- Government support, improving cost economics, technological development and market sentiment are all shifting in favor of battery electric vehicles
- All light vehicles could eventually be electric.
- Tesla's disruption has played a key role.
There are four big reasons to be bullish on electric vehicles, according to Bernstein.
Government support, improving cost economics, technological development, and increasing acceptance of the powertrain by both customers and automakers all suggest the market is nearing an inflection point with the technology, said Bernstein analyst Toni Sacconaghi in a note sent Tuesday.
Right now, battery electric vehicles (BEVs) make up only a small portion of total vehicle sales, and critics say there are a number of limitations, such as limited charging infrastructure, and the relatively long time needed to charge a vehicle. For a long time, automakers seemed reluctant to invest in EVs, and customers did not seem terribly interested in buying them.
But the factors listed above appear to be turning that around.
First, government support has boomed.

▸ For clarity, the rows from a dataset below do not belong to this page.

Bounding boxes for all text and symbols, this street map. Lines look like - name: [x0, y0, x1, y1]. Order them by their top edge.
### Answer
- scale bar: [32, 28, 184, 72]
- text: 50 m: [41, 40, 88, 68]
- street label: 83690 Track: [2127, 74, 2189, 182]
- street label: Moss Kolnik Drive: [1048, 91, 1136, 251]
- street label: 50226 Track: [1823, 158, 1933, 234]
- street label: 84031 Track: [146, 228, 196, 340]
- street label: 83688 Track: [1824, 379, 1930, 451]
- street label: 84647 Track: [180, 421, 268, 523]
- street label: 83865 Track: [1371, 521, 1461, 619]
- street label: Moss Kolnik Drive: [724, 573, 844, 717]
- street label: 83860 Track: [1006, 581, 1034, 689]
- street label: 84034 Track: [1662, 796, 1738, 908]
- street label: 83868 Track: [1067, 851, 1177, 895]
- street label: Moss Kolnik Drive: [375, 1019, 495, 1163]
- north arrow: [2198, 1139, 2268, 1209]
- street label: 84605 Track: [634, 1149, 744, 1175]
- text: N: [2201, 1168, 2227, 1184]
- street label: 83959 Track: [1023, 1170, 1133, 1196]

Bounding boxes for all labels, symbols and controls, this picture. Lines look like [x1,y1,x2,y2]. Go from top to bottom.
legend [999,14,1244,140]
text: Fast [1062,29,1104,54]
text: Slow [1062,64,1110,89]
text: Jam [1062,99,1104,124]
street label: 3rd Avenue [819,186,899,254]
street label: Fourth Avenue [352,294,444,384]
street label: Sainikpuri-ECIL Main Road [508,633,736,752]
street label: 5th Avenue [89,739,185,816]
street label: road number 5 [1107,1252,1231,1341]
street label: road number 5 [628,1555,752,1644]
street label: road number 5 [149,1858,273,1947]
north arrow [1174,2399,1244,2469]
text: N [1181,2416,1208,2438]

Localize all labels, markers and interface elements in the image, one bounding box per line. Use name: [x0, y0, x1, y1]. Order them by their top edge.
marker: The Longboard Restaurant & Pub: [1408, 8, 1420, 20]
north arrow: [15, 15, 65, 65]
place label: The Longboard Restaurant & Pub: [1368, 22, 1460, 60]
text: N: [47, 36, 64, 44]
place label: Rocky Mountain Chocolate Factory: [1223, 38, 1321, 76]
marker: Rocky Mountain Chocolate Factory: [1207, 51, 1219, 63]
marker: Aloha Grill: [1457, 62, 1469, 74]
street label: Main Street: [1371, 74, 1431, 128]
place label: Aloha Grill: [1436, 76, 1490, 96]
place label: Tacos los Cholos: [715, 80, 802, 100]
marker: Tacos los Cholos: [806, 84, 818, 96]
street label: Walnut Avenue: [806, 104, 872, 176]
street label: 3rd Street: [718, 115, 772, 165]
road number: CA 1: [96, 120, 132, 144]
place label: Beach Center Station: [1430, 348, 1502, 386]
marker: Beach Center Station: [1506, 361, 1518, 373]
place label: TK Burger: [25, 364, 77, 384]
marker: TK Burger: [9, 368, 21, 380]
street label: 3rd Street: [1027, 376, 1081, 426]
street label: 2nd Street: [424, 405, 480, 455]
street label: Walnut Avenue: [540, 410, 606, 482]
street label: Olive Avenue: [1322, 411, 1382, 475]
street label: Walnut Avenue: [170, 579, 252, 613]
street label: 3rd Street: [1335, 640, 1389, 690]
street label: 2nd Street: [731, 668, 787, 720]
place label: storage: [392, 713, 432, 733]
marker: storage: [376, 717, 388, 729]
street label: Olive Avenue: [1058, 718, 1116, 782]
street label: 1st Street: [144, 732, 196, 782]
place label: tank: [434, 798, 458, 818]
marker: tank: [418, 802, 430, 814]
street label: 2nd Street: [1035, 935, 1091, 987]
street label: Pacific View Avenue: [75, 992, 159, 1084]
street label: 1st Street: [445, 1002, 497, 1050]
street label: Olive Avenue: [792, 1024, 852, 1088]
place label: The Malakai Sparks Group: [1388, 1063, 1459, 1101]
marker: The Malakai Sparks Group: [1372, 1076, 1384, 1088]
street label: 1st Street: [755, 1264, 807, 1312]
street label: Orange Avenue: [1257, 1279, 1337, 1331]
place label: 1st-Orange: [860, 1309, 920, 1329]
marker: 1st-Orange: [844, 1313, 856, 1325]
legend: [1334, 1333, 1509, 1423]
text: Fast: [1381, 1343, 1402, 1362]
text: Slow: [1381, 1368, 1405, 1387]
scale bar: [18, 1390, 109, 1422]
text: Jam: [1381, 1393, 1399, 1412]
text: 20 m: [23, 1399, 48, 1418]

Countries are beginning to make pledges to phase out internal combustion cars entirely in the next few decades. Notably, the United Kingdom recently said it will ban the sale of all new gasoline and diesel cars starting in 2040. France has as well. Those countries account for 6 percent of all global auto sales, Sacconaghi said.
China, the world's largest car market, is considering a similar move, but has not given an exact timetable.
Even countries without plans to ban gasoline cars outright have fuel efficiency standards that will increasingly put technical pressure on combustion engines. Japan, the European Union, the United States, Canada, China, South Korea, Mexico, Brazil, and India, collectively make up 80 percent of all auto sales around the world, and all have some kind of fuel efficiency regulation.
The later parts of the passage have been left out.